Dataset excerpts:
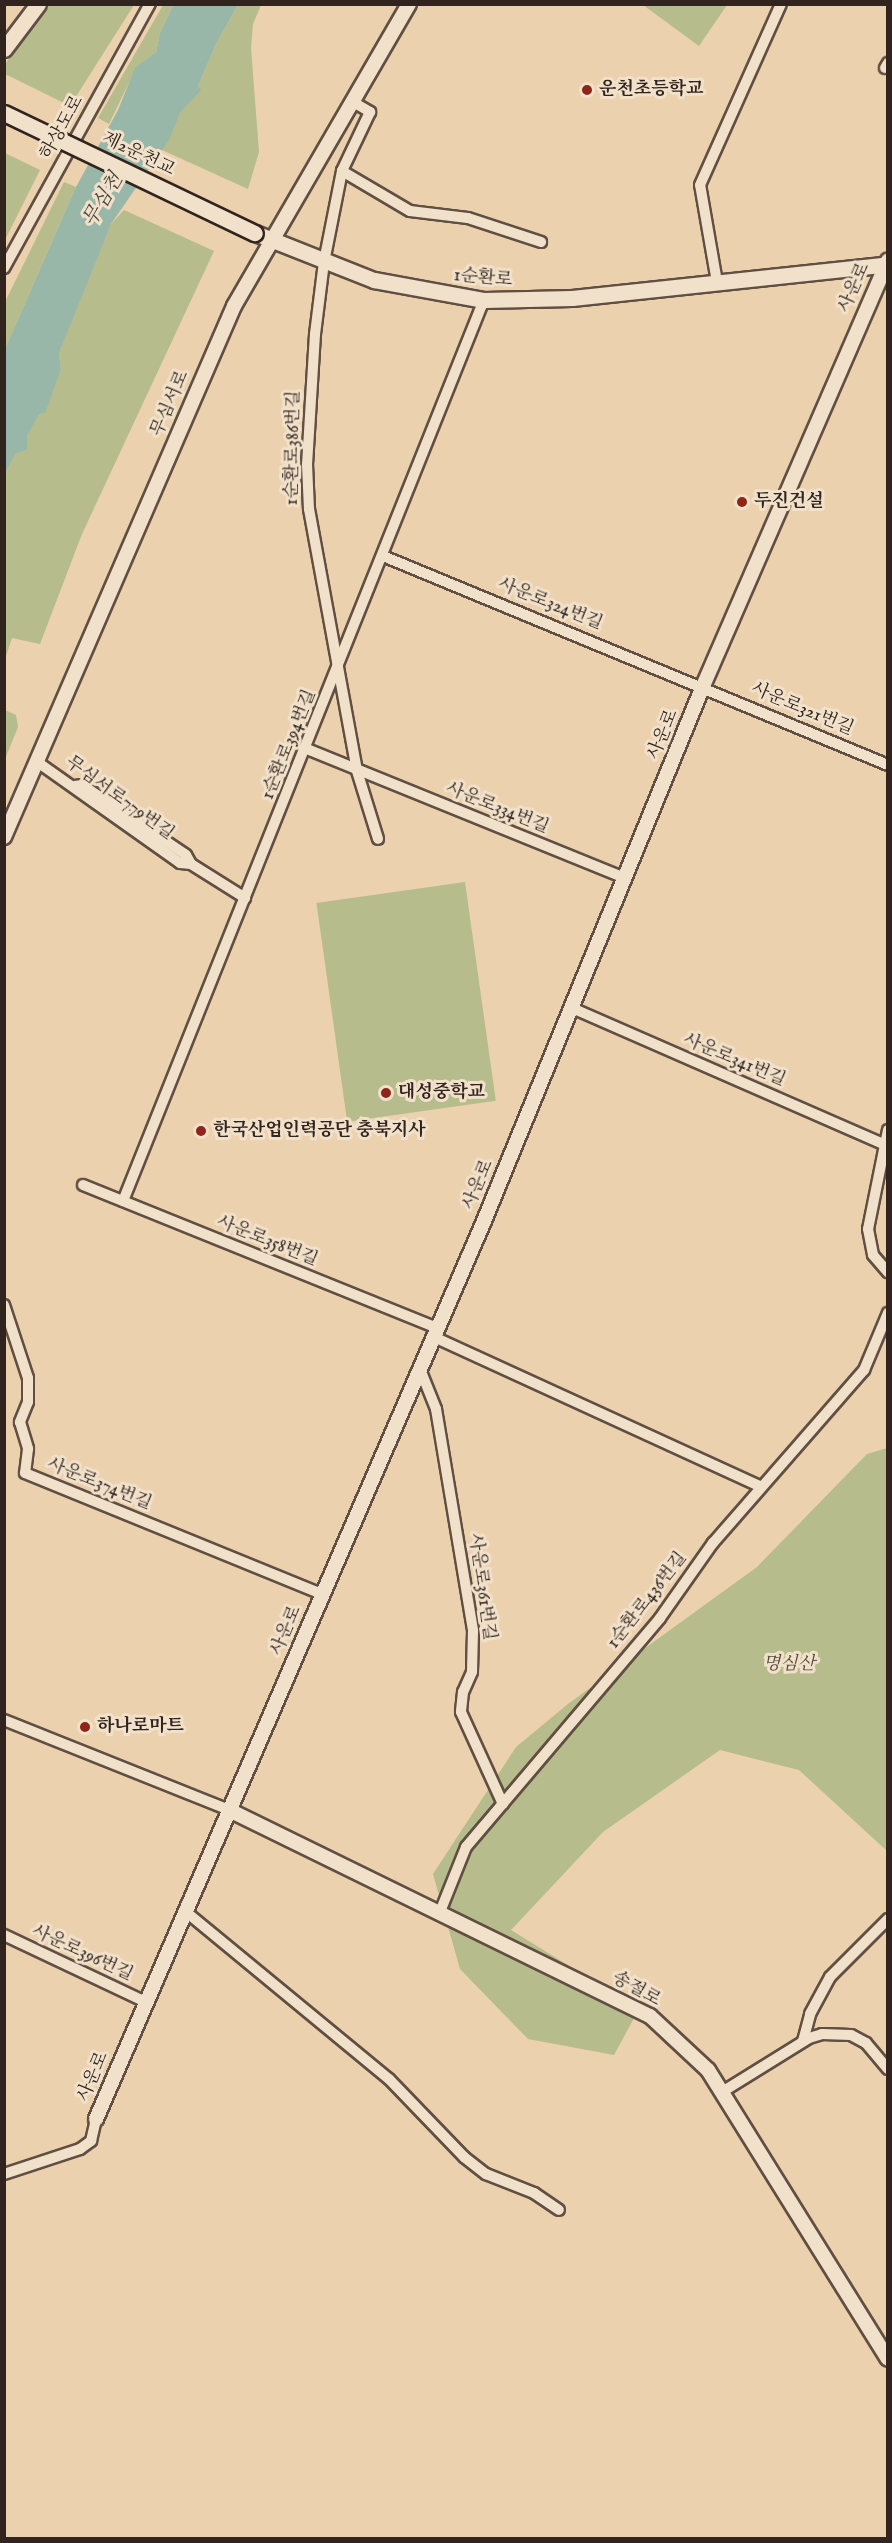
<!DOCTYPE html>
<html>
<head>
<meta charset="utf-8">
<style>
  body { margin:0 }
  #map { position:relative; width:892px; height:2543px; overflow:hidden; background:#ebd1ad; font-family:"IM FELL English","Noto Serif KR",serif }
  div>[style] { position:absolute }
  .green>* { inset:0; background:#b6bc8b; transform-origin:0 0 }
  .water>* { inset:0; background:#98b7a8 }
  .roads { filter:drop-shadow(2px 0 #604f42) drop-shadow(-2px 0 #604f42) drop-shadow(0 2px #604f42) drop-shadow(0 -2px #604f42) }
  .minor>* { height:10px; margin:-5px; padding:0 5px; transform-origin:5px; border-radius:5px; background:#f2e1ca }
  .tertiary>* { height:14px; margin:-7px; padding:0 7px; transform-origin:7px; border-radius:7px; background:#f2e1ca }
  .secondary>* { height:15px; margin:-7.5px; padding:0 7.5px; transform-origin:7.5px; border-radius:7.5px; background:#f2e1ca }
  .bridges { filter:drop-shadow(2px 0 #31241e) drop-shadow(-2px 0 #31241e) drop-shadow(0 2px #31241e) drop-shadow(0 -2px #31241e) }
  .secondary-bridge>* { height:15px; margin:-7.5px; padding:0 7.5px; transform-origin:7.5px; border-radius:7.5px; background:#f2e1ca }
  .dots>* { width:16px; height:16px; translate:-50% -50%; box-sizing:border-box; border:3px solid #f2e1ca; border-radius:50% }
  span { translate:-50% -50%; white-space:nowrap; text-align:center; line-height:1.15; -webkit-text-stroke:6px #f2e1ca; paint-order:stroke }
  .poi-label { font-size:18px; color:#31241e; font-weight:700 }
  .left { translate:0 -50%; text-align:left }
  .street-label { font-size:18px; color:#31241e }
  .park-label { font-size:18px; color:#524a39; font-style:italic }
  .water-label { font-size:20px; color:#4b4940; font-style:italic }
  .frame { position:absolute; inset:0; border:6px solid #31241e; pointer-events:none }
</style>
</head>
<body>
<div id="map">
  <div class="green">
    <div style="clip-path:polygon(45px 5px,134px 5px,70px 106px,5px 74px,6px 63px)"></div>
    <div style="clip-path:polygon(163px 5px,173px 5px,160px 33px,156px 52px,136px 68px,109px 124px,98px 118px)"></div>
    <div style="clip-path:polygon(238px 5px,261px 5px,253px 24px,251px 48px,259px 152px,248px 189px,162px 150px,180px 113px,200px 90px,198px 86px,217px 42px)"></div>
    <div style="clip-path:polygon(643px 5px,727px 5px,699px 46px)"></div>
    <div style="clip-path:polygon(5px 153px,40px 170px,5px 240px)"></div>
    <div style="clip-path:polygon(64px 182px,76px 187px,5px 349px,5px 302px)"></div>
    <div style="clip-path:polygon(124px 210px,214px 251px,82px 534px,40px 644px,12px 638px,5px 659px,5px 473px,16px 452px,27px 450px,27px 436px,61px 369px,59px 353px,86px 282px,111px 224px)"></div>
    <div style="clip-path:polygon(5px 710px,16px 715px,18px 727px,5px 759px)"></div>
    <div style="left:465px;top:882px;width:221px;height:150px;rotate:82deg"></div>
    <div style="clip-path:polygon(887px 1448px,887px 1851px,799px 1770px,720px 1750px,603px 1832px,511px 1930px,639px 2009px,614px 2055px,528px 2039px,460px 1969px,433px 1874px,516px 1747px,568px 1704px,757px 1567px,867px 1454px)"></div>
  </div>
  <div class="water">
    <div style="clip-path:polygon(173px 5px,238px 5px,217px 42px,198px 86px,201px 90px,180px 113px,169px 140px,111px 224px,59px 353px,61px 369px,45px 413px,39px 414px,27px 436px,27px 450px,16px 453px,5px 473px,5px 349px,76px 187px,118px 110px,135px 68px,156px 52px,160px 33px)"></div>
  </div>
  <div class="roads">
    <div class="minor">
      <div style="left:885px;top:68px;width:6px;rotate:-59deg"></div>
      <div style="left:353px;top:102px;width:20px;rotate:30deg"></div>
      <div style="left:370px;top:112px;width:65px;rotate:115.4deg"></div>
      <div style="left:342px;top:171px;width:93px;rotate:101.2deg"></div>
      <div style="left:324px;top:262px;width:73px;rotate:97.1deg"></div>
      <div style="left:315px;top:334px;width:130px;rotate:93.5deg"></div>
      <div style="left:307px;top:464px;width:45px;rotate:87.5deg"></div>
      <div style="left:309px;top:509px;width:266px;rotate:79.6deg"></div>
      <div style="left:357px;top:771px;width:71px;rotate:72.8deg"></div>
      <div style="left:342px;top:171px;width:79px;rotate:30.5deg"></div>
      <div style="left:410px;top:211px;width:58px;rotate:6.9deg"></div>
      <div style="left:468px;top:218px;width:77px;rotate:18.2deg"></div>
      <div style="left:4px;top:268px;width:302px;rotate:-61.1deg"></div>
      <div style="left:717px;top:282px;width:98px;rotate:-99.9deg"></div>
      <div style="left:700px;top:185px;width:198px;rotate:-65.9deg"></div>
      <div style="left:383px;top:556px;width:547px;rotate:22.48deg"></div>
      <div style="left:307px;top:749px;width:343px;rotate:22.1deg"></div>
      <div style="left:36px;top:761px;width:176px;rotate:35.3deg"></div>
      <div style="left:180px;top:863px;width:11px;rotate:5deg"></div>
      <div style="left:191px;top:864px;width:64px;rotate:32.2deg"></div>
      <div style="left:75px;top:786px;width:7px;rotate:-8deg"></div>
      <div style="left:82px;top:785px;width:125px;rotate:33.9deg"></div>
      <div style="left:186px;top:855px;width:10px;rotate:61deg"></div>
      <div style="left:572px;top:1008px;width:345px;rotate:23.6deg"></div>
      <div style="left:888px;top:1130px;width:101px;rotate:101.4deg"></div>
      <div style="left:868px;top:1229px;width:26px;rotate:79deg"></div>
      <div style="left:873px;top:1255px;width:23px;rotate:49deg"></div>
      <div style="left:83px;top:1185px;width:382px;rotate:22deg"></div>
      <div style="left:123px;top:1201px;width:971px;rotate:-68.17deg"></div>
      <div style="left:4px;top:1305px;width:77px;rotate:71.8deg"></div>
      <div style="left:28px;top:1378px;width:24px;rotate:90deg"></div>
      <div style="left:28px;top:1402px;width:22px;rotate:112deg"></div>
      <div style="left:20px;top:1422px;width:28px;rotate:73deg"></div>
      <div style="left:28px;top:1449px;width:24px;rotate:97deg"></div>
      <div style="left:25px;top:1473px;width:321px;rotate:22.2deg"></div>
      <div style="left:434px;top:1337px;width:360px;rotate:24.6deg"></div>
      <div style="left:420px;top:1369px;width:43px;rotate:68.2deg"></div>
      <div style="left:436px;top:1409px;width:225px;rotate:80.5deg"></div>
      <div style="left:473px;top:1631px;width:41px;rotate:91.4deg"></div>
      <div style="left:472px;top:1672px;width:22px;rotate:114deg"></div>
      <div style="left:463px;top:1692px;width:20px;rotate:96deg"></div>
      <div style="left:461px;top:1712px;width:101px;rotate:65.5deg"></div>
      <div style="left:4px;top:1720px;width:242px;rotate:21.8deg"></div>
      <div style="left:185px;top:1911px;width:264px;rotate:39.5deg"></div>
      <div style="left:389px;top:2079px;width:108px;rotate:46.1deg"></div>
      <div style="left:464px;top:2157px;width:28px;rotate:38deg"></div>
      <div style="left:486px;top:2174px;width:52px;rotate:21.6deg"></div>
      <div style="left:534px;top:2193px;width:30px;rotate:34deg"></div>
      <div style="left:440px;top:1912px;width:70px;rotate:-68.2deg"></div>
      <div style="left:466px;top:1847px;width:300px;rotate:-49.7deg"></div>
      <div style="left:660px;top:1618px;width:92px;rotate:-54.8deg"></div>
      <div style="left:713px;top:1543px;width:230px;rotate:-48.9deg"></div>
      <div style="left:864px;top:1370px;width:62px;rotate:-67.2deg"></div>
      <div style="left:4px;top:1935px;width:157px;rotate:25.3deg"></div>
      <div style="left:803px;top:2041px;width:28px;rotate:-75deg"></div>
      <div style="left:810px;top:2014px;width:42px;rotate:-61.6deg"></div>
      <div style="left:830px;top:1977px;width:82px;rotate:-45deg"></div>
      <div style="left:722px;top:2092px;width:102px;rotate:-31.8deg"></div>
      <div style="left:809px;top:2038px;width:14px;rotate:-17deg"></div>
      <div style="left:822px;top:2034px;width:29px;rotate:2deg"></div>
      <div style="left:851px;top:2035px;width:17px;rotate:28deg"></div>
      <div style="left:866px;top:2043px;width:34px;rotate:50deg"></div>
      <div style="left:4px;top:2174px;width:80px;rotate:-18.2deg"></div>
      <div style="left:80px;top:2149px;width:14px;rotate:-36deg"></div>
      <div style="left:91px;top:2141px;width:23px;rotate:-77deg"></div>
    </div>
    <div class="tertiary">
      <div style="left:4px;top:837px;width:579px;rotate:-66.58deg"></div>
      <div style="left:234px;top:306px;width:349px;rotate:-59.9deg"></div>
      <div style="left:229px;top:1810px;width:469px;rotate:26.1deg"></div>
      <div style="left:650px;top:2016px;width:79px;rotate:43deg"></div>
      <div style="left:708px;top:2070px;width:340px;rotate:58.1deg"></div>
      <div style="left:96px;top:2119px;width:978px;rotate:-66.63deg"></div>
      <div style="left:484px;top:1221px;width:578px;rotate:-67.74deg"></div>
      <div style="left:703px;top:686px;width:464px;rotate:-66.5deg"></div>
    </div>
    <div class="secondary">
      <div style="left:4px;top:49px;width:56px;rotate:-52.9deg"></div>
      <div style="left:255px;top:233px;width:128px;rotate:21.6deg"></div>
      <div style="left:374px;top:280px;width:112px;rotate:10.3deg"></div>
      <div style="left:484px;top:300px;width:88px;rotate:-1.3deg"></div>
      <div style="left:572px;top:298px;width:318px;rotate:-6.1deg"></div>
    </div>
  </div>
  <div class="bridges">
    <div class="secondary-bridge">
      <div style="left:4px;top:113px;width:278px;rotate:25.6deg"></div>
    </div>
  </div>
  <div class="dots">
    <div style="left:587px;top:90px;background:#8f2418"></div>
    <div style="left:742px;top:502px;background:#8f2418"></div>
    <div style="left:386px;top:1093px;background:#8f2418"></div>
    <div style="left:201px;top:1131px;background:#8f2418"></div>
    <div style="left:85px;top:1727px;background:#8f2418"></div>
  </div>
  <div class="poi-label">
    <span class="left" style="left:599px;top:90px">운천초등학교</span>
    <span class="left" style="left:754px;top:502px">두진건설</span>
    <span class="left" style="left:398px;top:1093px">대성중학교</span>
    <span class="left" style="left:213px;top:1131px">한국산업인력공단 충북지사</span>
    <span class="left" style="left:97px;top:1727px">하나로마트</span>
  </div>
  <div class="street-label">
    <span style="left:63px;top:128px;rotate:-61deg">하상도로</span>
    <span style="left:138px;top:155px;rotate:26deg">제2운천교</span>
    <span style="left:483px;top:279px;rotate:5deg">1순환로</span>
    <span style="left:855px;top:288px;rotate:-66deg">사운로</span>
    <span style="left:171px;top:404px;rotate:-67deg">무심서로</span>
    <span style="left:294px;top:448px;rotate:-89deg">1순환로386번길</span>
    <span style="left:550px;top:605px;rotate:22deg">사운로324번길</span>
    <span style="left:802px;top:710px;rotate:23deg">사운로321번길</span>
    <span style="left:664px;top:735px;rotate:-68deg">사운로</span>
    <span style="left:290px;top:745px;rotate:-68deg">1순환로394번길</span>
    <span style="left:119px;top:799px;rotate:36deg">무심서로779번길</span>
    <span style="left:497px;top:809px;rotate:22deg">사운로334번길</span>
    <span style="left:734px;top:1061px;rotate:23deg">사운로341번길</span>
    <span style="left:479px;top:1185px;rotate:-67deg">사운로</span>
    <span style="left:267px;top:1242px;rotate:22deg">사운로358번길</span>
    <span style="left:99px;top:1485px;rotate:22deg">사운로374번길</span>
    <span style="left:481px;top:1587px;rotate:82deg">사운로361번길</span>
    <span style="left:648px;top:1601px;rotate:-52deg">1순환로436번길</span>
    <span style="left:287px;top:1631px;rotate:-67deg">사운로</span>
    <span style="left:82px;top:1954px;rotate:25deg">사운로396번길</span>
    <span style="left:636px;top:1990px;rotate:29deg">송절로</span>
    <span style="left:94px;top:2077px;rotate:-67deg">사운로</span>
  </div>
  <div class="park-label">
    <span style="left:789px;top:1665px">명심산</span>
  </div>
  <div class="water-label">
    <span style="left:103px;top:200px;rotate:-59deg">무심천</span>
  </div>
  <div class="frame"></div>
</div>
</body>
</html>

• Work request: What you should return is the exact text of every line from the top of the entries through the line with "filter:drop-shadow(2px 0 #604f42)", pictures removed.

• Solved problem:
<!DOCTYPE html>
<html>
<head>
<meta charset="utf-8">
<style>
  body { margin:0 }
  #map { position:relative; width:892px; height:2543px; overflow:hidden; background:#ebd1ad; font-family:"IM FELL English","Noto Serif KR",serif }
  div>[style] { position:absolute }
  .green>* { inset:0; background:#b6bc8b; transform-origin:0 0 }
  .water>* { inset:0; background:#98b7a8 }
  .roads { filter:drop-shadow(2px 0 #604f42) drop-shadow(-2px 0 #604f42) drop-shadow(0 2px #604f42) drop-shadow(0 -2px #604f42) }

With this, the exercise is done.